## Saved data entries
►

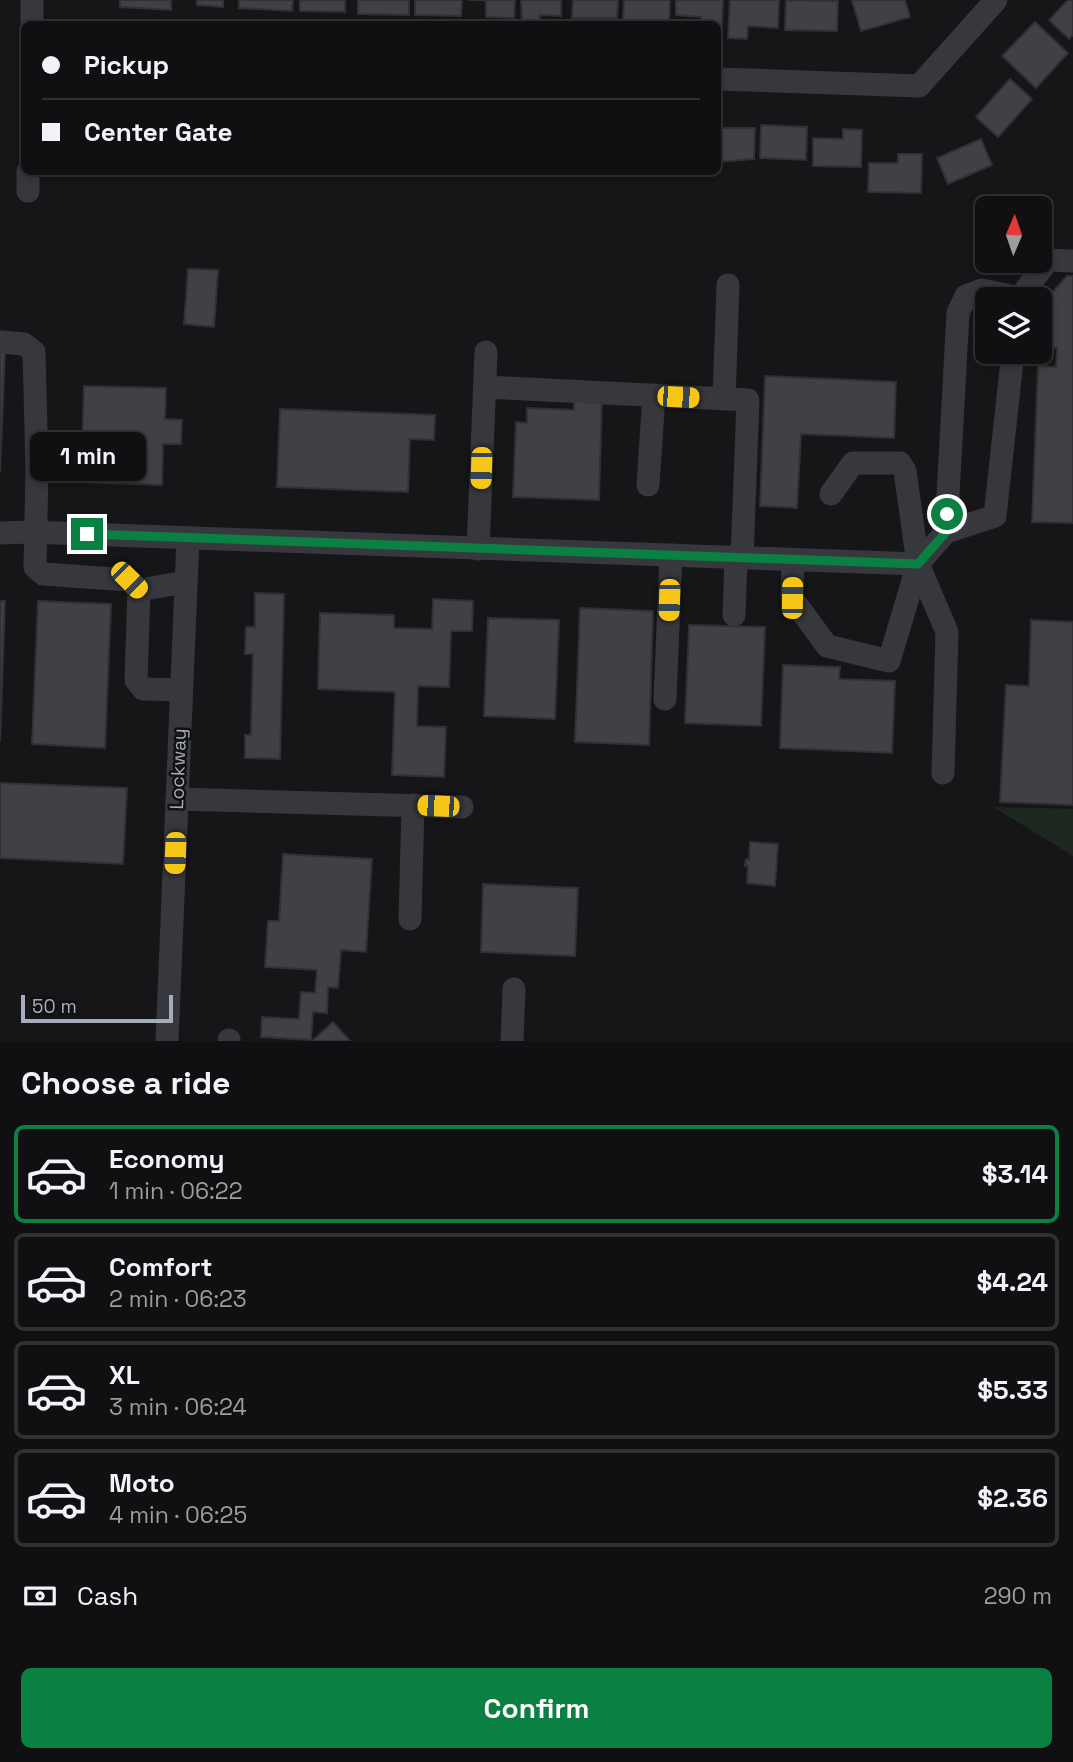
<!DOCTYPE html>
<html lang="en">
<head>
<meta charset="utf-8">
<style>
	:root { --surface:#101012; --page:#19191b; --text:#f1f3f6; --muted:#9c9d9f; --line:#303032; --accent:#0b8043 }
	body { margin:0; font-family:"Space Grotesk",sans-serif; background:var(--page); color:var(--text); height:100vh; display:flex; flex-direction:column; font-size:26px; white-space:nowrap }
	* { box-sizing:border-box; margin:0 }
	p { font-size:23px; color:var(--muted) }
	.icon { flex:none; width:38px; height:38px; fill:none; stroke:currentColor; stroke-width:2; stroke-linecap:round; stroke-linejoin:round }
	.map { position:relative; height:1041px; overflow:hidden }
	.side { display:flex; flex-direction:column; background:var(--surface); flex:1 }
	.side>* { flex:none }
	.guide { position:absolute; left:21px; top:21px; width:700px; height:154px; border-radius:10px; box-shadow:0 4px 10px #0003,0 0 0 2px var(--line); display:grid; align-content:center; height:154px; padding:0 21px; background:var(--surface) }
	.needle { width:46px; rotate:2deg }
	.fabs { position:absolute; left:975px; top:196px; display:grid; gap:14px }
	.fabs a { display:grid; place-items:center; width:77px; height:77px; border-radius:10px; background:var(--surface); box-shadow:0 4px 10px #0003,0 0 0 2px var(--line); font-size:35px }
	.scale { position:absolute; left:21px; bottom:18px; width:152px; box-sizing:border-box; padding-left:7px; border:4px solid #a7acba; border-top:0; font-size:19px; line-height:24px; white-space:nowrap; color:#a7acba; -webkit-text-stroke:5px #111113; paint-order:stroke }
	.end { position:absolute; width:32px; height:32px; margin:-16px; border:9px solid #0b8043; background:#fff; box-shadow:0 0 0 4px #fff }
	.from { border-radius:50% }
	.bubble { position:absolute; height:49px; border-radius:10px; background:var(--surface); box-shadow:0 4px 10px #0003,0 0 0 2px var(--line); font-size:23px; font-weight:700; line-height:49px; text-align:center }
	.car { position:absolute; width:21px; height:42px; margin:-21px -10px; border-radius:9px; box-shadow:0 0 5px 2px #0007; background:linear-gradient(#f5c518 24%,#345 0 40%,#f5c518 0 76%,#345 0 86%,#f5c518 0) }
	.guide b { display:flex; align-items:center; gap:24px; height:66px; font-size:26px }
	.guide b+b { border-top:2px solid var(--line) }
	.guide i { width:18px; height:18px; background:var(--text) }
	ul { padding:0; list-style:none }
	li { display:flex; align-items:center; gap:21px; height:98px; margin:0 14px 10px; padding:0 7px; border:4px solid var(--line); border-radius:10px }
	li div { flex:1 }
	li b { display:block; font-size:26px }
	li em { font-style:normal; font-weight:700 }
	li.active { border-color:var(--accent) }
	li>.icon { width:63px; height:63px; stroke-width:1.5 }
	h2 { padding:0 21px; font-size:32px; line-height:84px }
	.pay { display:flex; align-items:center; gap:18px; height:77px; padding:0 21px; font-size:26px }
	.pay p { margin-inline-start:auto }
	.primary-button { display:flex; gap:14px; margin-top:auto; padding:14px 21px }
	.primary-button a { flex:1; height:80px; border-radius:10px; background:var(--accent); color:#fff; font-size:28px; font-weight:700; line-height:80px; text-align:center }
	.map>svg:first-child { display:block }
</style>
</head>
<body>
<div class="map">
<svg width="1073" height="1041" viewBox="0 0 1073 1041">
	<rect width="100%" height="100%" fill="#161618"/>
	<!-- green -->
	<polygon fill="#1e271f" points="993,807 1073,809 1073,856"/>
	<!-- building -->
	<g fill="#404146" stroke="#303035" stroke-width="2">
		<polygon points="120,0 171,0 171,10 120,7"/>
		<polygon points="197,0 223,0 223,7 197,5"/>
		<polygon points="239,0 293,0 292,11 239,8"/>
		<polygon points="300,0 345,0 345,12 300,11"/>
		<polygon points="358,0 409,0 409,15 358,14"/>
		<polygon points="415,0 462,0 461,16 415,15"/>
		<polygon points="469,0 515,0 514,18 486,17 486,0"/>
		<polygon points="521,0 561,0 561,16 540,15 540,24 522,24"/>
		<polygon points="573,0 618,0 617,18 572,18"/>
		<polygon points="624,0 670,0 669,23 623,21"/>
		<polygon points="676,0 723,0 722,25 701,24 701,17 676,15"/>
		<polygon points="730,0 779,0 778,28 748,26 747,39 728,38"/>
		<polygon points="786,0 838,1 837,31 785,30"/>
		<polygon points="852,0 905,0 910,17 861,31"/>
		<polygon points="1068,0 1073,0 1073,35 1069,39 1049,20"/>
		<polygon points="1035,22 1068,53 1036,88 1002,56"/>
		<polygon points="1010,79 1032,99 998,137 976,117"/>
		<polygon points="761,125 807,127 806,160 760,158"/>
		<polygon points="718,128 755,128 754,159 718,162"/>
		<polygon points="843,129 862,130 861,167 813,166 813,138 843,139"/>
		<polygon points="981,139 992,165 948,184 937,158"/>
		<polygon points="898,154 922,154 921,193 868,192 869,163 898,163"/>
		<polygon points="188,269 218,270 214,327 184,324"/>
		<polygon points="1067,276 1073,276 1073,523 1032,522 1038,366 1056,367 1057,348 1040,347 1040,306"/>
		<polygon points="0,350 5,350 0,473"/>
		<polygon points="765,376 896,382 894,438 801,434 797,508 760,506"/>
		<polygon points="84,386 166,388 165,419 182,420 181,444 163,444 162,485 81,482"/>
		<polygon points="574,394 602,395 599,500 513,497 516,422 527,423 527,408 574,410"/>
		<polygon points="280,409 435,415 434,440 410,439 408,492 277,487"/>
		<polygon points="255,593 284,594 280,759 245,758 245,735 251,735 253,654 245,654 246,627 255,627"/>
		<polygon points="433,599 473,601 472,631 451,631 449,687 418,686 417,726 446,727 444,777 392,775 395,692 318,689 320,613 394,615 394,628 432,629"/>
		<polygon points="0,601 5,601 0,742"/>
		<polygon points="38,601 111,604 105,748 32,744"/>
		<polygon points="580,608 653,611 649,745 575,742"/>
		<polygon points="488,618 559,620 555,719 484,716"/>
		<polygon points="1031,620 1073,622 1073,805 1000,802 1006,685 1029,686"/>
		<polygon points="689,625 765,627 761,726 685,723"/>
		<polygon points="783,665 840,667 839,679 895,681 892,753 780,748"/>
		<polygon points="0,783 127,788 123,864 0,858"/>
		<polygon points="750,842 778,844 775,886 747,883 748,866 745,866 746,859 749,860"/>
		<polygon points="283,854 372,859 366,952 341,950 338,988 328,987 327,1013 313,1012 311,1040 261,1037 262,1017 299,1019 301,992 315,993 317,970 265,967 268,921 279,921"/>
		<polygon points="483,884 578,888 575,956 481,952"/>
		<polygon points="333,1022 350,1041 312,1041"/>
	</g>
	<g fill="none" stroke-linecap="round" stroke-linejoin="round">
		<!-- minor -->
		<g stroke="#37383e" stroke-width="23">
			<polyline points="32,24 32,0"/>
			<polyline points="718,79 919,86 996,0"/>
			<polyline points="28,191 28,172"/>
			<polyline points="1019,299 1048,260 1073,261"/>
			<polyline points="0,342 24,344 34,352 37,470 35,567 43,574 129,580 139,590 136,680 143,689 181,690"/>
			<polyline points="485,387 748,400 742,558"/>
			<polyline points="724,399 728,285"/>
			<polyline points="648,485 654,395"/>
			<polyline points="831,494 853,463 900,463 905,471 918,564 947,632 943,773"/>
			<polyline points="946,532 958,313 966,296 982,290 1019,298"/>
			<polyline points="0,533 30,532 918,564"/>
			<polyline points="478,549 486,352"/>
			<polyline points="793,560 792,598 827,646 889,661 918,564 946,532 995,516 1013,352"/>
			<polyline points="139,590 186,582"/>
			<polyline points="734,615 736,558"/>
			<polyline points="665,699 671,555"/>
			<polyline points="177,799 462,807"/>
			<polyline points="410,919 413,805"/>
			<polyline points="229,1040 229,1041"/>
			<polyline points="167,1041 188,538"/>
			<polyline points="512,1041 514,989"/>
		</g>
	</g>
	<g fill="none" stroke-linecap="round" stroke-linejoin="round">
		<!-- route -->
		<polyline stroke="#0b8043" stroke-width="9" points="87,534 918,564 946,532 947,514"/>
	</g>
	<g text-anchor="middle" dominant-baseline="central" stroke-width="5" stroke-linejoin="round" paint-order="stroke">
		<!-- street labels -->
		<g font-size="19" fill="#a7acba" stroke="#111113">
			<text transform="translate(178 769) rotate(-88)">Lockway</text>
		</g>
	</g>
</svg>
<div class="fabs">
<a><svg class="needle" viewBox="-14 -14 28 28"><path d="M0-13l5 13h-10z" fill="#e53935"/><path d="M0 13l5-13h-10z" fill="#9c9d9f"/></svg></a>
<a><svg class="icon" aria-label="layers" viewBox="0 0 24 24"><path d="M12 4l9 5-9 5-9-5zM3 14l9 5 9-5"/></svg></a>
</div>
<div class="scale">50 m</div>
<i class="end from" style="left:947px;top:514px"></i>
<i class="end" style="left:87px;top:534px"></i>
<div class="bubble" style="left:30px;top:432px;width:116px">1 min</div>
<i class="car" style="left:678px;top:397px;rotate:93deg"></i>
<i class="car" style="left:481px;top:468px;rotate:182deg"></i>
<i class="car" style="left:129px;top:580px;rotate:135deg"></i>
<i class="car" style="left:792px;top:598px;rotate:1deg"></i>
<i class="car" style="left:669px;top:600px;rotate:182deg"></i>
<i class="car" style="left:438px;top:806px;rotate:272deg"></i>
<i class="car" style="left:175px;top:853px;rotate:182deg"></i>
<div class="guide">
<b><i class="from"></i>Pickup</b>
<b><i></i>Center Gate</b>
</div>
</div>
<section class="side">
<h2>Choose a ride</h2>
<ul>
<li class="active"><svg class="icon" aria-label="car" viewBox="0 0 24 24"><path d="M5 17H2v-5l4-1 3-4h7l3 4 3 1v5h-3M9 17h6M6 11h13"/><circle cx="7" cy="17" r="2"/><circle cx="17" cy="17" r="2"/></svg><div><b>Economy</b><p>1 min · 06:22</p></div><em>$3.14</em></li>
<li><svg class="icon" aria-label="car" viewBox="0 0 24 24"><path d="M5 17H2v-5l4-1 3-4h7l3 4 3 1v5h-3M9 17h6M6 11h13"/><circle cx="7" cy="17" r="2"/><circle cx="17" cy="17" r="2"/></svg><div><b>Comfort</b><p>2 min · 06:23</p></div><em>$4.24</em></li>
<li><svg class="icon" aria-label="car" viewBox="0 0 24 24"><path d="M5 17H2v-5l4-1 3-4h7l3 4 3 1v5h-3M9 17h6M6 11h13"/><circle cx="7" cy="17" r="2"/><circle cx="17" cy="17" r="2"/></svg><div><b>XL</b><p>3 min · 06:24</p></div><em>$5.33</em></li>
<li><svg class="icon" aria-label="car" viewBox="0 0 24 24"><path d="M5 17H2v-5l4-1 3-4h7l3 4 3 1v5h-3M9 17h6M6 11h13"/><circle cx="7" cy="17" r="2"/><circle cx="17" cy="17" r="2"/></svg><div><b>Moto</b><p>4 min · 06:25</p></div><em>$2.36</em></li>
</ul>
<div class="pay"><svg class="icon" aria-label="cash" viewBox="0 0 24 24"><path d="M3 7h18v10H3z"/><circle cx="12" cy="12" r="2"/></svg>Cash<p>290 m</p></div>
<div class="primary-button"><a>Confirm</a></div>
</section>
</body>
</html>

◄

## What is being asked
Copy out the lines above exactly, beginning at the one that contains "896,382 894,438 801,434" and ending at the one that contains "435,415 434,440 410,439".

## Expected output
		<polygon points="765,376 896,382 894,438 801,434 797,508 760,506"/>
		<polygon points="84,386 166,388 165,419 182,420 181,444 163,444 162,485 81,482"/>
		<polygon points="574,394 602,395 599,500 513,497 516,422 527,423 527,408 574,410"/>
		<polygon points="280,409 435,415 434,440 410,439 408,492 277,487"/>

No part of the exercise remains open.